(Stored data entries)
============

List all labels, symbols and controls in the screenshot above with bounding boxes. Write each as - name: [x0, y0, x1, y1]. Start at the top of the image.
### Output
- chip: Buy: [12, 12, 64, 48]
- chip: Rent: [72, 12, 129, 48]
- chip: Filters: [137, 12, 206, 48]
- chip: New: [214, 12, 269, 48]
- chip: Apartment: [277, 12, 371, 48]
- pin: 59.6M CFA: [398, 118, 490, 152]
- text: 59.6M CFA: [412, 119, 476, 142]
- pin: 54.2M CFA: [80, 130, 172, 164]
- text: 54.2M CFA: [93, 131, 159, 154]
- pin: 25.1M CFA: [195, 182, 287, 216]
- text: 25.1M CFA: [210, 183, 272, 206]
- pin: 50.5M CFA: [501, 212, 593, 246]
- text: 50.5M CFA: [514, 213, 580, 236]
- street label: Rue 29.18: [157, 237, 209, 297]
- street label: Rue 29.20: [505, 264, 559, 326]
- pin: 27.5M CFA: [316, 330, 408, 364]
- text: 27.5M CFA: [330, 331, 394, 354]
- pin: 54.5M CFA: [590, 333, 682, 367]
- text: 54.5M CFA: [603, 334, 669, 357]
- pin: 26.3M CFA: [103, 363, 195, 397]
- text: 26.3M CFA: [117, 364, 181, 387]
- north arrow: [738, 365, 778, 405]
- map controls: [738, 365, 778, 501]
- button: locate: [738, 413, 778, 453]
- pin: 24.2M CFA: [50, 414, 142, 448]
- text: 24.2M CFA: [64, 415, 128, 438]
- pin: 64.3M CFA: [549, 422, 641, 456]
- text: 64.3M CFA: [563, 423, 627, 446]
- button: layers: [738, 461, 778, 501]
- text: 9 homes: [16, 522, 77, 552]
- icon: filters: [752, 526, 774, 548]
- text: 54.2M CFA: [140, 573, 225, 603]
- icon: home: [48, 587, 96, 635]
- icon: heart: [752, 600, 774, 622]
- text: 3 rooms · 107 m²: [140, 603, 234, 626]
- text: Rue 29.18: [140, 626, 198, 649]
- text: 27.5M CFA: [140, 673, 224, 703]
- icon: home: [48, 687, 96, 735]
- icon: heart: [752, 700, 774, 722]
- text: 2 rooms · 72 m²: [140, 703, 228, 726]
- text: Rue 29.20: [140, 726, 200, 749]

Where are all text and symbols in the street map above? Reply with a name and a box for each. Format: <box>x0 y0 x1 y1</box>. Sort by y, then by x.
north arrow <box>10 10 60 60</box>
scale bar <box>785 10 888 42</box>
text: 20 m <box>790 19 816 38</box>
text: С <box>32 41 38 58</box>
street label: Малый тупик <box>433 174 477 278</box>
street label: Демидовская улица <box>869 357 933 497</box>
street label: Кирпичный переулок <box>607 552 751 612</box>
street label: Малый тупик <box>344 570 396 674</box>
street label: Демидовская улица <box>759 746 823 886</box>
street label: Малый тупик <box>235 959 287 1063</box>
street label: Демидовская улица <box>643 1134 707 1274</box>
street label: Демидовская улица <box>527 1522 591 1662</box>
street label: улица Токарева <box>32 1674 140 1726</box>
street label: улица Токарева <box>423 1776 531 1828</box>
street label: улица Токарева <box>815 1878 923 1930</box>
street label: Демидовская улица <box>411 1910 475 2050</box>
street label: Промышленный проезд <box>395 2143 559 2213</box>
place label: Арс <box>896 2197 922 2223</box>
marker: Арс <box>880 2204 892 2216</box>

============

PROBLEM
Print each record word for word.

SOLUTION FOR THIS EXERCISE
List all labels, symbols and controls in the screenshot above with bounding boxes. Write each as - name: [x0, y0, x1, y1]. Start at the top of the image.
### Output
- chip: Buy: [12, 12, 64, 48]
- chip: Rent: [72, 12, 129, 48]
- chip: Filters: [137, 12, 206, 48]
- chip: New: [214, 12, 269, 48]
- chip: Apartment: [277, 12, 371, 48]
- pin: 59.6M CFA: [398, 118, 490, 152]
- text: 59.6M CFA: [412, 119, 476, 142]
- pin: 54.2M CFA: [80, 130, 172, 164]
- text: 54.2M CFA: [93, 131, 159, 154]
- pin: 25.1M CFA: [195, 182, 287, 216]
- text: 25.1M CFA: [210, 183, 272, 206]
- pin: 50.5M CFA: [501, 212, 593, 246]
- text: 50.5M CFA: [514, 213, 580, 236]
- street label: Rue 29.18: [157, 237, 209, 297]
- street label: Rue 29.20: [505, 264, 559, 326]
- pin: 27.5M CFA: [316, 330, 408, 364]
- text: 27.5M CFA: [330, 331, 394, 354]
- pin: 54.5M CFA: [590, 333, 682, 367]
- text: 54.5M CFA: [603, 334, 669, 357]
- pin: 26.3M CFA: [103, 363, 195, 397]
- text: 26.3M CFA: [117, 364, 181, 387]
- north arrow: [738, 365, 778, 405]
- map controls: [738, 365, 778, 501]
- button: locate: [738, 413, 778, 453]
- pin: 24.2M CFA: [50, 414, 142, 448]
- text: 24.2M CFA: [64, 415, 128, 438]
- pin: 64.3M CFA: [549, 422, 641, 456]
- text: 64.3M CFA: [563, 423, 627, 446]
- button: layers: [738, 461, 778, 501]
- text: 9 homes: [16, 522, 77, 552]
- icon: filters: [752, 526, 774, 548]
- text: 54.2M CFA: [140, 573, 225, 603]
- icon: home: [48, 587, 96, 635]
- icon: heart: [752, 600, 774, 622]
- text: 3 rooms · 107 m²: [140, 603, 234, 626]
- text: Rue 29.18: [140, 626, 198, 649]
- text: 27.5M CFA: [140, 673, 224, 703]
- icon: home: [48, 687, 96, 735]
- icon: heart: [752, 700, 774, 722]
- text: 2 rooms · 72 m²: [140, 703, 228, 726]
- text: Rue 29.20: [140, 726, 200, 749]

Where are all text and symbols in the street map above? Reply with a name and a box for each. Format: <box>x0 y0 x1 y1</box>. Sort by y, then by x.
north arrow <box>10 10 60 60</box>
scale bar <box>785 10 888 42</box>
text: 20 m <box>790 19 816 38</box>
text: С <box>32 41 38 58</box>
street label: Малый тупик <box>433 174 477 278</box>
street label: Демидовская улица <box>869 357 933 497</box>
street label: Кирпичный переулок <box>607 552 751 612</box>
street label: Малый тупик <box>344 570 396 674</box>
street label: Демидовская улица <box>759 746 823 886</box>
street label: Малый тупик <box>235 959 287 1063</box>
street label: Демидовская улица <box>643 1134 707 1274</box>
street label: Демидовская улица <box>527 1522 591 1662</box>
street label: улица Токарева <box>32 1674 140 1726</box>
street label: улица Токарева <box>423 1776 531 1828</box>
street label: улица Токарева <box>815 1878 923 1930</box>
street label: Демидовская улица <box>411 1910 475 2050</box>
street label: Промышленный проезд <box>395 2143 559 2213</box>
place label: Арс <box>896 2197 922 2223</box>
marker: Арс <box>880 2204 892 2216</box>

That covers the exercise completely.